15 Dec / Another Brooklyn by Jacqueline Woodson [in Library Journal]
August, an Ivy League-pedigreed, peripatetic anthropologist who studies death in the farthest reaches of the world, returns home to Brooklyn to bury her father. A chance subway meeting with a childhood friend plunges August back into memories of another Brooklyn of the 1970s, when she was 8, her brother 4. Newly arrived from Tennessee, they were lost without a mother, left alone by a father working hard to support and protect his remaining family.
August comes of age as part of a quartet of local girls, along with Sylvia, Angela, and Gigi; amidst their dreams of becoming a lawyer, dancer, actress, each must fight the too-eager boys, the abusive men, and the suffocating expectations designed to ensnare their vibrant determination to survive – and achieve.

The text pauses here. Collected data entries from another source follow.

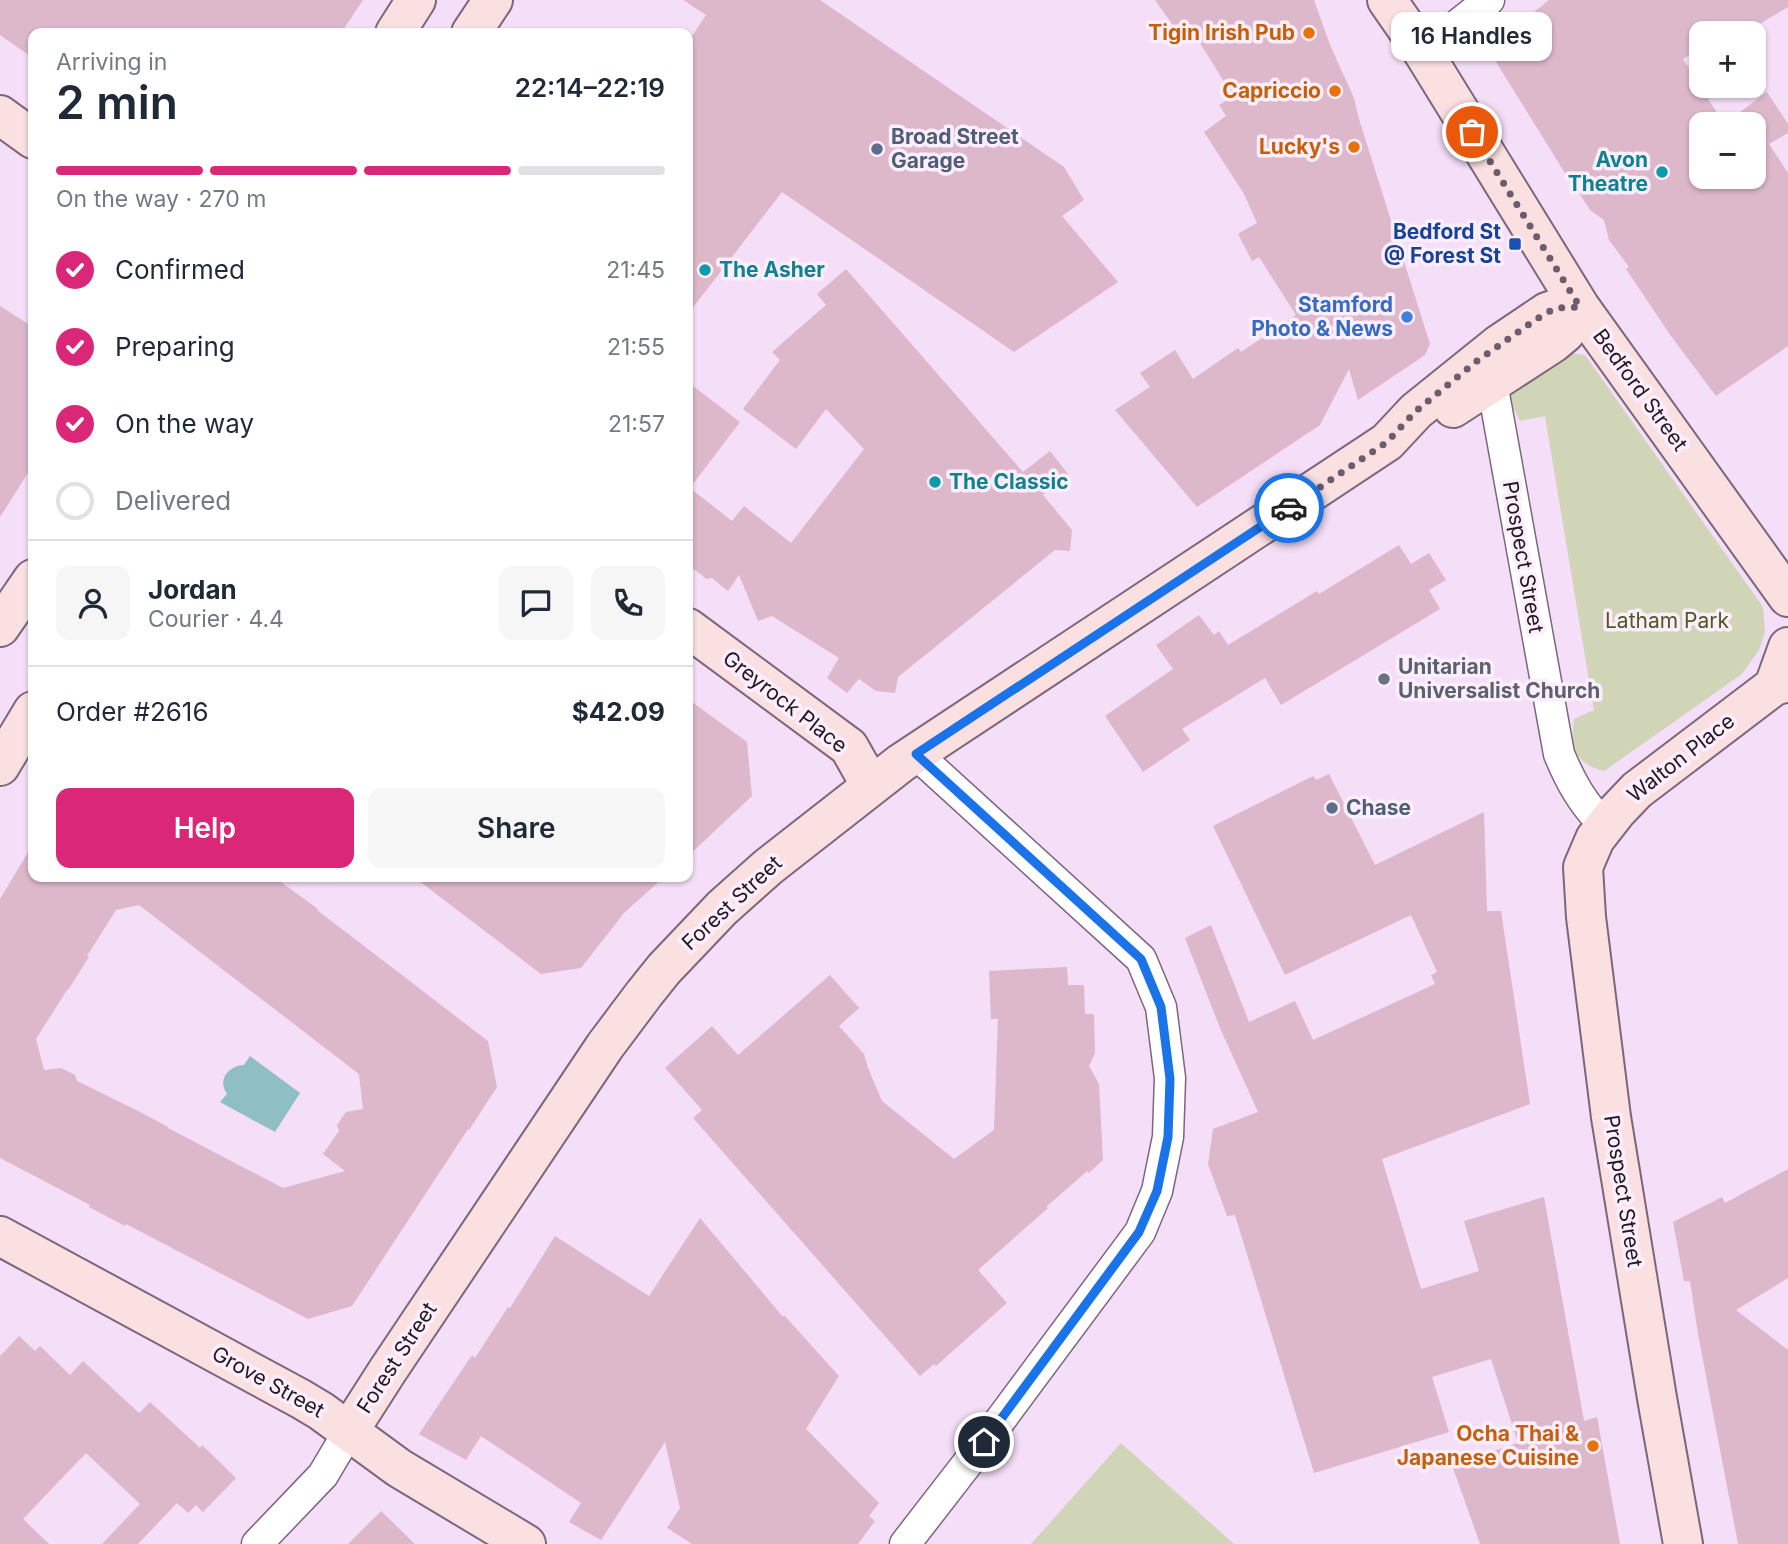 <!DOCTYPE html>
<html lang="en">
<head>
<meta charset="utf-8">
<style>
	body { margin:0; font-family:Inter,sans-serif; background:#f6f6f7; color:#1f2937; height:100vh; display:flex; flex-direction:column; font-size:26px; white-space:nowrap }
	* { box-sizing:border-box; margin:0 }
	p { font-size:23px; color:#747a83 }
	.icon { flex:none; width:38px; height:38px; fill:none; stroke:currentColor; stroke-width:2; stroke-linecap:round; stroke-linejoin:round }
	.map { position:relative; flex:1; overflow:hidden }
	.drawer { position:absolute; left:28px; top:28px; width:665px; height:854px; display:flex; flex-direction:column; background:#fff; border-radius:14px; box-shadow:0 2px 5px #0004 }
	.drawer>* { flex:none }
	.tools { position:absolute; left:1689px; top:21px; display:grid; gap:14px }
	.tools a { display:grid; place-items:center; width:77px; height:77px; border-radius:14px; background:#fff; box-shadow:0 2px 5px #0004; font-size:35px }
	.pin { position:absolute; display:grid; place-items:center; width:60px; height:60px; color:#fff; margin:-30px; border:4px solid #fff; border-radius:50%; box-shadow:0 2px 7px #0007 }
	.courier { position:absolute; display:grid; place-items:center; width:70px; height:70px; margin:-35px; border:5px solid #1a73e8; border-radius:50%; background:#fff; color:#222; box-shadow:0 2px 9px #0007 }
	.bubble { position:absolute; height:49px; border-radius:14px; background:#fff; box-shadow:0 2px 5px #0004; font-size:23px; font-weight:600; line-height:49px; text-align:center }
	.head em { font-style:normal; font-weight:600 }
	.head div { display:flex; flex-direction:column-reverse }
	.head { display:flex; align-items:center; justify-content:space-between; height:119px; padding:0 28px }
	h1 { font-size:46px; font-weight:600; line-height:52px }
	.bar { display:grid; grid-template-columns:repeat(4,1fr); gap:10px 7px; align-content:center; height:84px; padding:0 28px }
	.bar i { height:9px; border-radius:5px; background:#e0e1e3 }
	.bar .current { background:#db2777 }
	.bar p { grid-column:span 4 }
	.line { display:flex; align-items:center; gap:18px; padding:0 28px; border-top:2px solid #e0e1e3 }
	.line div { flex:1 }
	.round { display:grid; place-items:center; flex:none; width:74px; height:74px; border-radius:14px; background:#f6f6f7 }
	ol { padding:0 28px; list-style:none }
	li { display:flex; align-items:center; gap:21px; height:77px }
	li p { margin-inline-start:auto }
	li .icon { padding:7px; border-radius:50%; background:#db2777; color:#fff; stroke-width:4 }
	li:last-child { color:#747a83 }
	li i { width:38px; height:38px; border:4px solid #e0e1e3; border-radius:50% }
	.cta { display:flex; gap:14px; margin-top:auto; padding:14px 28px }
	.cta a { flex:1; height:80px; border-radius:14px; background:#db2777; color:#fff; font-size:28px; font-weight:600; line-height:80px; text-align:center }
	.cta a+a { background:#f6f6f7; color:#1f2937 }
	.map>svg:first-child { display:block }
	.green { fill:#d0d5b7 }
	.water { fill:#8fbec4 }
	.building { fill:#ddb7ca; fill-rule:evenodd }
	.lines { fill:none; stroke-linecap:round; stroke-linejoin:round }
	.street-casing { stroke:#7b667c; stroke-width:33 }
	.secondary-casing { stroke:#7b667c; stroke-width:42 }
	.street { stroke:#fff; stroke-width:30 }
	.secondary { stroke:#fbe0e2; stroke-width:38 }
	.done { stroke:#6b5d6c; stroke-width:7; stroke-dasharray:0 12.6 }
	.route { stroke:#1a73e8; stroke-width:9 }
	.food-dot { fill:#e8710a; stroke:#fdeefe; stroke-width:2.5 }
	.service-dot { fill:#5c6f8a; stroke:#fdeefe; stroke-width:2.5 }
	.culture-dot { fill:#0f9aa8; stroke:#fdeefe; stroke-width:2.5 }
	.transit-dot { fill:#1a4fb4; stroke:#fdeefe; stroke-width:2.5 }
	.shop-dot { fill:#3f7fe0; stroke:#fdeefe; stroke-width:2.5 }
	.worship-dot { fill:#6b7280; stroke:#fdeefe; stroke-width:2.5 }
	.labels { text-anchor:middle; stroke-width:7; stroke-linejoin:round; paint-order:stroke }
	.food-label { font-size:21px; font-weight:bold; fill:#c56008; stroke:#fdeefe; text-anchor:end }
	.service-label { font-size:21px; font-weight:bold; fill:#4e5e75; stroke:#fdeefe; text-anchor:start }
	.culture-label { font-size:21px; font-weight:bold; fill:#0d838f; stroke:#fdeefe; text-anchor:start }
	.transit-label { font-size:21px; font-weight:bold; fill:#164399; stroke:#fdeefe; text-anchor:end }
	.shop-label { font-size:21px; font-weight:bold; fill:#366cbe; stroke:#fdeefe; text-anchor:end }
	.street-label { font-size:21px; fill:#201821; stroke:#fdeefe }
	.park-label { font-size:21px; fill:#515820; stroke:#fdeefe }
	.worship-label { font-size:21px; font-weight:bold; fill:#5b616d; stroke:#fdeefe; text-anchor:start }
</style>
</head>
<body>
<div class="map">
<svg width="1788" height="1544" viewBox="0 0 1788 1544">
	<rect width="100%" height="100%" fill="#f5def7"/>
	<!-- green -->
	<path class="green" d="M1561,351l24,4 178,252 2,25 -6,18 -17,24 -138,97c-29,-7 -34,-24 -30,-52l20,-9 -49,-294 -25,5 -11,-22 7,-19z
		M1121,1443l113,101h-203z"/>
	<!-- water -->
	<path class="water" d="M250,1056l50,37 -25,39 -55,-30 7,-8c-10,-14 1,-28 17,-29z"/>
	<!-- building -->
	<path class="building" d="M0,0h363l-22,33h-308v25l-33,-23z
		M683,0h137l244,167 20,33 -22,16 56,66 -104,70 -232,-160 -94,122v-272l18,-27z
		M1155,0h159l16,45 24,53 5,21 71,225 -5,11 -67,45 -9,-31 -29,56 -123,82 -82,-97 35,-23 -10,-14 35,-23 18,29 45,-31 3,4 55,-37 -37,-58 -7,4 -14,-27 19,-11 -13,-29 -40,-62 22,-16 -7,-11 14,-9 -43,-69 -11,7z
		M1549,0h239v7l-43,26h-44v15l-18,11 41,65 43,-32 21,32v9l-19,11 19,29v173l-72,50 -45,-60 -45,-67 3,-2 -20,-27 -5,-20 -13,-9 -14,-21 -1,1 -88,-142zM1701,124h53v53h-53z
		M846,269l177,203 27,-21 18,23 -25,21 29,35 -2,21 -15,-1 -157,127 -3,16 -19,-2 -17,-12 -12,14 -20,-15 12,-20 -67,-42 -14,5 -19,-46 -11,16 -16,-13 -5,1 -19,-14v-183l52,40 -50,66 42,33 12,-15 47,37 73,-94 -38,-40 -30,40 -53,-40 37,-49 -8,-8 54,-47 -9,-11z
		M0,306l33,21v138l-33,52z
		M1399,545l12,19 18,-11 17,27 -17,10 11,19 -159,96 -16,-27 -83,51 8,11 -47,32 -38,-56 68,-47 -17,-24 43,-30 15,20 5,-4 9,14 89,-54 2,3z
		M688,699l59,43 5,54 -64,60z
		M1329,774l46,91 109,-53 3,99h14l29,193 -148,55 39,130 58,-18 -15,-50 80,-24 40,224 13,-4 23,127h-140l-28,-79 66,-22 -27,-84 -59,18 17,55 -135,41 -79,-258 -8,1 -19,-52 5,-35 45,-17 -38,-84 -35,-90 26,-13 38,97 46,-21 18,39 122,-56 -4,-9 6,-3 -26,-57 -126,60 -72,-149 100,-50 3,4z
		M33,844v33h241l44,32 -1,1 171,131 9,46 -28,43 -1,-1 -116,177 -44,13 -182,-95 -1,2 -36,-19 1,-2 -90,-47v-259zM139,905l220,169 4,35 -17,3 -9,13 2,6 -16,23 22,17 -62,17 -115,-60v-1l-24,-13 -67,-33 -2,-6 -14,-7 -17,2 -8,-31 31,-49h1l21,-33 -2,-1 29,-46z
		M414,877h250l-40,36 -43,55 -40,6z
		M1067,967l1,18h16l1,29h9l1,39 -6,13 10,18 4,76 -14,13 -2,-2 -41,36 2,1 -70,62 29,33 -71,63 -2,-2 -14,12 -227,-258 9,-8 -37,-42 47,-42 26,29 92,-80 29,33 -20,18 25,28 4,14 14,33 72,58 40,-29 4,-111h-7l-2,-48z
		M1788,1169v109l-52,32 52,40v194h-50l-40,-210 -8,-53h-6l-11,-59 49,-25 3,6z
		M700,1218l83,99 1,-2 55,61 -33,53 73,74 -10,13 6,5 -17,23h-166l-25,-16 13,-20 -15,-66 -64,98 -32,-18 12,-19 -100,-67 -15,24 -47,-26 53,-79 3,3 33,-51 2,1 45,-72 94,60z
		M19,1336l16,15 5,-5 30,29 13,-14 56,52 11,-11 50,46 2,-3 34,33 -33,34 -7,-7 -8,8 -11,-10 -39,41h-36l38,-40 -54,-51 -63,66 26,25h-49v-188z
		M381,1511l34,33h-67z"/>
	<g class="lines">
		<!-- street casing -->
		<g class="street-casing">
			<path id="street" d="M1423,52l66,-52
				M1481,367l11,16 67,371c12,29 24,50 46,72
				M257,1544l66,-69 26,-44
				M905,1544l79,-102 156,-210 17,-41 11,-54 2,-59 -9,-71 -20,-48 -225,-205"/>
		</g>
		<!-- secondary casing -->
		<g class="secondary-casing">
			<path id="secondary" d="M1387,0l36,52 157,255 208,290
				M395,33l21,-33
				M471,33l22,-33
				M0,115l33,24
				M1453,408l100,-65 12,-10 15,-26
				M0,627l33,-48
				M688,628l161,119 22,39
				M1774,686l14,-39
				M0,766l33,-55
				M0,1236l301,163 20,12 78,57 127,76
				M349,1431l39,-61 217,-324 39,-52 20,-25 58,-61 46,-41 133,-104 486,-321 29,-31 82,-66 49,-33 12,-4 21,-1
				M1683,1544l-26,-146 -46,-281 -25,-200 -3,-50 12,-28 21,-27 21,-22 137,-104 14,-4"/>
		</g>
		<!-- street -->
		<use href="#street" class="street"/>
		<!-- secondary -->
		<use href="#secondary" class="secondary"/>
	</g>
	<g class="lines">
		<!-- done -->
		<path class="done" d="M1289,508l98,-66 29,-31 61,-50 58,-41 13,-8 11,-4 21,-1 -108,-175"/>
		<!-- route -->
		<path class="route" d="M984,1442l155,-210 18,-41 11,-54 2,-58 -9,-72 -20,-48 -225,-205 373,-246"/>
	</g>
	<!-- markers -->
	<g class="food-dot">
		<circle cx="1309" cy="33" r="7"/>
		<circle cx="1335" cy="91" r="7"/>
		<circle cx="1354" cy="147" r="7"/>
		<circle cx="1593" cy="1446" r="7"/>
	</g>
	<g class="service-dot">
		<circle cx="877" cy="149" r="7"/>
		<circle cx="1332" cy="808" r="7"/>
	</g>
	<g class="culture-dot">
		<circle cx="1662" cy="172" r="7"/>
		<circle cx="705" cy="270" r="7"/>
		<circle cx="935" cy="482" r="7"/>
	</g>
	<rect class="transit-dot" x="1508" y="237" width="14" height="14" rx="3.5"/>
	<circle class="shop-dot" cx="1407" cy="317" r="7"/>
	<circle class="worship-dot" cx="1384" cy="679" r="7"/>
	<g class="labels">
		<!-- food labels -->
		<g class="food-label">
			<text x="1295" y="40">Tigin Irish Pub</text>
			<text x="1321" y="98">Capriccio</text>
			<text x="1340" y="154">Lucky's</text>
			<text x="1579" y="1441">Ocha Thai &amp;<tspan x="1579" dy="24">Japanese Cuisine</tspan></text>
		</g>
		<!-- service labels -->
		<g class="service-label">
			<text x="891" y="144">Broad Street<tspan x="891" dy="24">Garage</tspan></text>
			<text x="1346" y="815">Chase</text>
		</g>
		<!-- culture labels -->
		<g class="culture-label">
			<text x="1648" y="167" text-anchor="end">Avon<tspan x="1648" dy="24">Theatre</tspan></text>
			<text x="719" y="277">The Asher</text>
			<text x="949" y="489">The Classic</text>
		</g>
		<!-- transit labels -->
		<g class="transit-label">
			<text x="1501" y="239">Bedford St<tspan x="1501" dy="24">@ Forest St</tspan></text>
		</g>
		<!-- shop labels -->
		<g class="shop-label">
			<text x="1393" y="312">Stamford<tspan x="1393" dy="24">Photo &amp; News</tspan></text>
		</g>
		<!-- street labels -->
		<g class="street-label">
			<text transform="translate(1640 390) rotate(54)" y="7">Bedford Street</text>
			<text transform="translate(1523 557) rotate(80)" y="7">Prospect Street</text>
			<text transform="translate(785 702) rotate(38)" y="7">Greyrock Place</text>
			<text transform="translate(1681 758) rotate(-38)" y="7">Walton Place</text>
			<text transform="translate(732 903) rotate(-43)" y="7">Forest Street</text>
			<text transform="translate(1623 1191) rotate(81)" y="7">Prospect Street</text>
			<text transform="translate(397 1358) rotate(-57)" y="7">Forest Street</text>
			<text transform="translate(268 1382) rotate(29)" y="7">Grove Street</text>
		</g>
		<!-- park labels -->
		<g class="park-label">
			<text x="1667" y="628">Latham Park</text>
		</g>
		<!-- worship labels -->
		<g class="worship-label">
			<text x="1398" y="674">Unitarian<tspan x="1398" dy="24">Universalist Church</tspan></text>
		</g>
	</g>
</svg>
<div class="tools">
<a>+</a>
<a>−</a>
</div>
<div class="pin" style="left:1472px;top:132px;background:#ea580c"><svg class="icon" aria-label="bag" viewBox="0 0 24 24"><path d="M5 8h14l-1 12H6zM9 8a3 3 0 0 1 6 0"/></svg></div>
<div class="pin" style="left:984px;top:1442px;background:#1f2937"><svg class="icon" aria-label="home" viewBox="0 0 24 24"><path d="M3 11l9-7 9 7M6 9v11h12V9"/></svg></div>
<div class="courier" style="left:1289px;top:508px"><svg class="icon" aria-label="car" viewBox="0 0 24 24"><path d="M5 17H2v-5l4-1 3-4h7l3 4 3 1v5h-3M9 17h6M6 11h13"/><circle cx="7" cy="17" r="2"/><circle cx="17" cy="17" r="2"/></svg></div>
<div class="bubble" style="left:1391px;top:12px;width:161px">16 Handles</div>
<section class="drawer">
<div class="head"><div><h1>2 min</h1><p>Arriving in</p></div><em>22:14–22:19</em></div>
<div class="bar"><i class="current"></i><i class="current"></i><i class="current"></i><i></i><p>On the way · 270 m</p></div>
<ol>
<li><svg class="icon" aria-label="check" viewBox="0 0 24 24"><path d="M5 12l5 5 9-10"/></svg>Confirmed<p>21:45</p></li>
<li><svg class="icon" aria-label="check" viewBox="0 0 24 24"><path d="M5 12l5 5 9-10"/></svg>Preparing<p>21:55</p></li>
<li><svg class="icon" aria-label="check" viewBox="0 0 24 24"><path d="M5 12l5 5 9-10"/></svg>On the way<p>21:57</p></li>
<li><i></i>Delivered</li>
</ol>
<div class="line" style="height:126px"><a class="round"><svg class="icon" aria-label="person" viewBox="0 0 24 24"><circle cx="12" cy="8" r="4"/><path d="M4 21q1-7 8-7t8 7"/></svg></a><div><b>Jordan</b><p>Courier · 4.4</p></div><a class="round"><svg class="icon" aria-label="chat" viewBox="0 0 24 24"><path d="M4 5h16v11H9l-5 4z"/></svg></a><a class="round"><svg class="icon" aria-label="phone" viewBox="0 0 24 24"><path d="M5 4h4l2 5-3 2q2 4 5 5l2-3 5 2v4C11 20 4 13 5 4z"/></svg></a></div>
<div class="line" style="height:91px"><div>Order #2616</div><b>$42.09</b></div>
<div class="cta"><a>Help</a><a>Share</a></div>
</section>
</div>
</body>
</html>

Following Brown Girl Dreaming, which won the young adult 2014 National Book Award, Jacqueline Woodson’s first adult novel in 20 years is a revelatory record of memory lost and found, of girlhood examined from adulthood, of families born and families chosen, of mutable relationships and everlasting bonds. Narrator Robin Miles’s rich elocution adds nuanced depth to Woodson’s already magnificent prose. A gorgeous, necessary acquisition for every library.